Let me first recall some basics. Your company’s website is as available to customers and partners only as long as your name-server is available to answer DNS queries for the server IP address(es) associated with the company’s domain name (your_company.com). The answer your name-server sends in response to a DNS request includes a value (in seconds) for time-to-live (TTL)—the time for which the answer should be considered reliable for another name-server to hold in cache.

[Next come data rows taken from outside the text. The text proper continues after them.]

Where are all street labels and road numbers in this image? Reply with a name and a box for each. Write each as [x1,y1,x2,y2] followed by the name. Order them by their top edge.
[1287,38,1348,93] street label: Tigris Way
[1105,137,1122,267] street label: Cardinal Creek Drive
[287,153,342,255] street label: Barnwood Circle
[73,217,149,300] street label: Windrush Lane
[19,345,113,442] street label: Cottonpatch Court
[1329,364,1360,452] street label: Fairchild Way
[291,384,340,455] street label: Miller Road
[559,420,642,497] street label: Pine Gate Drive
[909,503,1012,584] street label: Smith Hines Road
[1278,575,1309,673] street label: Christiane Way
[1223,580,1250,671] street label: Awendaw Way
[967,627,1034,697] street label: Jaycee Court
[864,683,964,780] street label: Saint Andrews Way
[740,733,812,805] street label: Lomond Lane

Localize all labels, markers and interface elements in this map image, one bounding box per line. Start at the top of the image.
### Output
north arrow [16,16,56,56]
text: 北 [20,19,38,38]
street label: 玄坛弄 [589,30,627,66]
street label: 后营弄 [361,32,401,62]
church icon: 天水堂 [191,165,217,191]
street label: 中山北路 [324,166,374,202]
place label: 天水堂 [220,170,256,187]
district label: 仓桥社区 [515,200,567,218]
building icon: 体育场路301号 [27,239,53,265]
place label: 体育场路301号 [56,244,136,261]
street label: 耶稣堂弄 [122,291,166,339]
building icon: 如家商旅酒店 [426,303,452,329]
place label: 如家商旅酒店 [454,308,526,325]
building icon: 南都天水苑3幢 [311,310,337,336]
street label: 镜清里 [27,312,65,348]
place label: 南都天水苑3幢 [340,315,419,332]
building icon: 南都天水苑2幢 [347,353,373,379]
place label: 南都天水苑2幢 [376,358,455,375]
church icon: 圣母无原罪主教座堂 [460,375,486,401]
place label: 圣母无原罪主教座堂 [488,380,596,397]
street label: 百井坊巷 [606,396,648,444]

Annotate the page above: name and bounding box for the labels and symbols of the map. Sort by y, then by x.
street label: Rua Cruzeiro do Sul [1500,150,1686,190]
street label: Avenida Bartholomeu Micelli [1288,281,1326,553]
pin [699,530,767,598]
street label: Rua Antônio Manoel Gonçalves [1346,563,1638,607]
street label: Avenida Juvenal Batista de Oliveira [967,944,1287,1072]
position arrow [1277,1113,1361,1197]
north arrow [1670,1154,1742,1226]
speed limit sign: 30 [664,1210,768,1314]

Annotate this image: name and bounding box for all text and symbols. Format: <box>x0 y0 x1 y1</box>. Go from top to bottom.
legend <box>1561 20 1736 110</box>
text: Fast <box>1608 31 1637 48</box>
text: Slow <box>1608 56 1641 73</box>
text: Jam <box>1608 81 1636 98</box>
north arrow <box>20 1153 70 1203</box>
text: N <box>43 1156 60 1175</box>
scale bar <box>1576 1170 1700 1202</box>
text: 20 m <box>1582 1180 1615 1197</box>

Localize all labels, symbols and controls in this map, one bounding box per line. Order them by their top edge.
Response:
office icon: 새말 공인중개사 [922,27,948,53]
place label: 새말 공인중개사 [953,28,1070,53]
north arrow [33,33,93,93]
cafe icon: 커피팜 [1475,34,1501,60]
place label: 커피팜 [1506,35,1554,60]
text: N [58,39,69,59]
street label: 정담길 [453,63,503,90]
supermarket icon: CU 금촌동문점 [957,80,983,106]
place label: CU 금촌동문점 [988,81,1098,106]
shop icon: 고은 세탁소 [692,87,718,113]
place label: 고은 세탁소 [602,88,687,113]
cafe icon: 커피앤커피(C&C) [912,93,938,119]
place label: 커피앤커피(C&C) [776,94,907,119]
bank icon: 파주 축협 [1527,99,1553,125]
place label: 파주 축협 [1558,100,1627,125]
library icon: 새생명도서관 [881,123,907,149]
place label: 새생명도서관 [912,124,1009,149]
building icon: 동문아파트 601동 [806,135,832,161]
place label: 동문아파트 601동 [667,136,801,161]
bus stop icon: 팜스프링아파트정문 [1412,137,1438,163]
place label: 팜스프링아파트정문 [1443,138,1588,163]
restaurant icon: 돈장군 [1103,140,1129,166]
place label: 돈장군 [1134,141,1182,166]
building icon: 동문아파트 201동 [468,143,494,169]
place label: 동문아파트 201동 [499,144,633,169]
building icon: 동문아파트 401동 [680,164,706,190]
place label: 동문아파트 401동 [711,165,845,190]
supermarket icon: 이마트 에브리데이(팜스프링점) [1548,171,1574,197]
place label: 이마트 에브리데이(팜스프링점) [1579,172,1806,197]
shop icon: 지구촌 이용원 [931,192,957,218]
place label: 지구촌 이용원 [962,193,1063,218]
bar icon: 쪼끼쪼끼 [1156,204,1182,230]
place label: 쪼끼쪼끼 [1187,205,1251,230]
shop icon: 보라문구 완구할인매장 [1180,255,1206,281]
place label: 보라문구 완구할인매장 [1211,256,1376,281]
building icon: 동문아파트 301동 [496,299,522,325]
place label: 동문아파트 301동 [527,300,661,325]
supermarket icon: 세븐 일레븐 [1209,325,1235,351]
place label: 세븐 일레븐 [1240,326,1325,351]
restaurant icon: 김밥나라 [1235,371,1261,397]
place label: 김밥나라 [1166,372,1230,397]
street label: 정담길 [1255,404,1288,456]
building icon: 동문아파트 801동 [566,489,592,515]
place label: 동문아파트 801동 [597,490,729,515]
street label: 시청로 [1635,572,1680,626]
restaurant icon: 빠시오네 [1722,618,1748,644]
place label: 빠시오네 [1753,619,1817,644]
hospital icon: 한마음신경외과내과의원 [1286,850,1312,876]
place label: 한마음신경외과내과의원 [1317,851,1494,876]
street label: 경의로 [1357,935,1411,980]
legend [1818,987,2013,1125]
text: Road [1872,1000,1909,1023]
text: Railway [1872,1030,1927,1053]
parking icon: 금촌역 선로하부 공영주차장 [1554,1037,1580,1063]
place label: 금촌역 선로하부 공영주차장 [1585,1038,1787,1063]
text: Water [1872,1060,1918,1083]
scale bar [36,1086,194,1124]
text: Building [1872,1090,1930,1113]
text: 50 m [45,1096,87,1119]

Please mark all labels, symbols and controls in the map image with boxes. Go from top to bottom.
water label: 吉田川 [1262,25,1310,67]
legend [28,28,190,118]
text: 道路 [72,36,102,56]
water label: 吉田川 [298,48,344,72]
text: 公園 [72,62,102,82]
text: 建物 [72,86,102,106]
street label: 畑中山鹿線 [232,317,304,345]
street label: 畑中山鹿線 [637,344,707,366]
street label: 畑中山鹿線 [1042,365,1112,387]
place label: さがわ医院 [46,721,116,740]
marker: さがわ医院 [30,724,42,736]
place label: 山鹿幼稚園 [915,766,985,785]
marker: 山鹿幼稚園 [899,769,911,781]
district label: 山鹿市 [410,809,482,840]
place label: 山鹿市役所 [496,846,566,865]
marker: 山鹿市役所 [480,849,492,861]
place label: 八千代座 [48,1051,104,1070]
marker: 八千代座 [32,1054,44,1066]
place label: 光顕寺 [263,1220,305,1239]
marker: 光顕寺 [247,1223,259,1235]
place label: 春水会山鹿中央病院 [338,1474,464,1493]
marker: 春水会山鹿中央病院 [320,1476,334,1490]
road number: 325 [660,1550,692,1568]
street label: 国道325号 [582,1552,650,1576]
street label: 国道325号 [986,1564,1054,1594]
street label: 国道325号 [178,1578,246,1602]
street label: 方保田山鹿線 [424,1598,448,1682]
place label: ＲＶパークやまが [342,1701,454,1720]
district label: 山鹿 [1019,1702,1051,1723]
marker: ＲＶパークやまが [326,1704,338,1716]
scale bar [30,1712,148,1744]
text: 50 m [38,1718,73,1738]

When your customer types your_company.com into a browser, the browser asks the name-server tending the local domain—within which the customer’s request originates—to resolve the domain name to an IP address; so that the browser can then ask the appropriate web server to send over your company’s homepage. If the local name-server cannot immediately give the answer it queries an internet root name-server, which also does not give the answer outright but rather directs the local name-server to an appropriate top tier name-server (.com, .net, .org, etc.). The top tier name-server gives the IP address sought by the local name-server and the local name-server relays it to your customer’s browser; the browser finally is able to request the relevant webpage from the web server running behind your_company.com. Eight points of communication precede the customer seeing the first webpage; usually it all happens within a few seconds.


Apart from having your name-server include a TTL with its answers to DNS queries, and hoping that the name-servers in other domains are configured to respect TTL values, there is nothing you can do to influence the speed with which DNS facilitates the delivery of the first webpage from your site.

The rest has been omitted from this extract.